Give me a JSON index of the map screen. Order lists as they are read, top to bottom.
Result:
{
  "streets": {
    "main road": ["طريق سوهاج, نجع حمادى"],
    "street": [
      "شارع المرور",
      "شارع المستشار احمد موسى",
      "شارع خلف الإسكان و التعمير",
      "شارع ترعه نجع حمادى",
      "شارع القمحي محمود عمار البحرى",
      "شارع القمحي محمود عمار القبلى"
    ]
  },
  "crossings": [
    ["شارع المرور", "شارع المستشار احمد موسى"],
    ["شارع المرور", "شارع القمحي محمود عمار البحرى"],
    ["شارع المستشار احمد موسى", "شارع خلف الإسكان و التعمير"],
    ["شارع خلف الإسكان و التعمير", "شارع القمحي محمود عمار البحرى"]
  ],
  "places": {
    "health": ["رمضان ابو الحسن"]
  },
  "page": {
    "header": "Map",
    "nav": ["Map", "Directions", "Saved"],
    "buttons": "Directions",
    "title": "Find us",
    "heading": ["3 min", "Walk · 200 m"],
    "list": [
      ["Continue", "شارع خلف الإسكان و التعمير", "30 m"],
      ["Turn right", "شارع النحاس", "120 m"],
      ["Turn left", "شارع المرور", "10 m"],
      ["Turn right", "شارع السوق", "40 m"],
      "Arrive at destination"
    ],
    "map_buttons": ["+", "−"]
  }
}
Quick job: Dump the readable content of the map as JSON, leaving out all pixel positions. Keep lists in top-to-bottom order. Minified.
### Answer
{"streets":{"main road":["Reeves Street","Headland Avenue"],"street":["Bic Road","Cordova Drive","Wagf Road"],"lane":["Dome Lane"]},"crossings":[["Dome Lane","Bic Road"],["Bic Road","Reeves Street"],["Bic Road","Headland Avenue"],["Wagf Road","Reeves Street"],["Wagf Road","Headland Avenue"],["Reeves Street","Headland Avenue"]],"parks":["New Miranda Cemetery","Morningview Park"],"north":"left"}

- - -

▶ _THE PROBLEM_
Note which lines carry the word "lists" in the material, then copy each of them.

▶ _WRITTEN ANSWER_
Give me a JSON index of the map screen. Order lists as they are read, top to bottom.
Quick job: Dump the readable content of the map as JSON, leaving out all pixel positions. Keep lists in top-to-bottom order. Minified.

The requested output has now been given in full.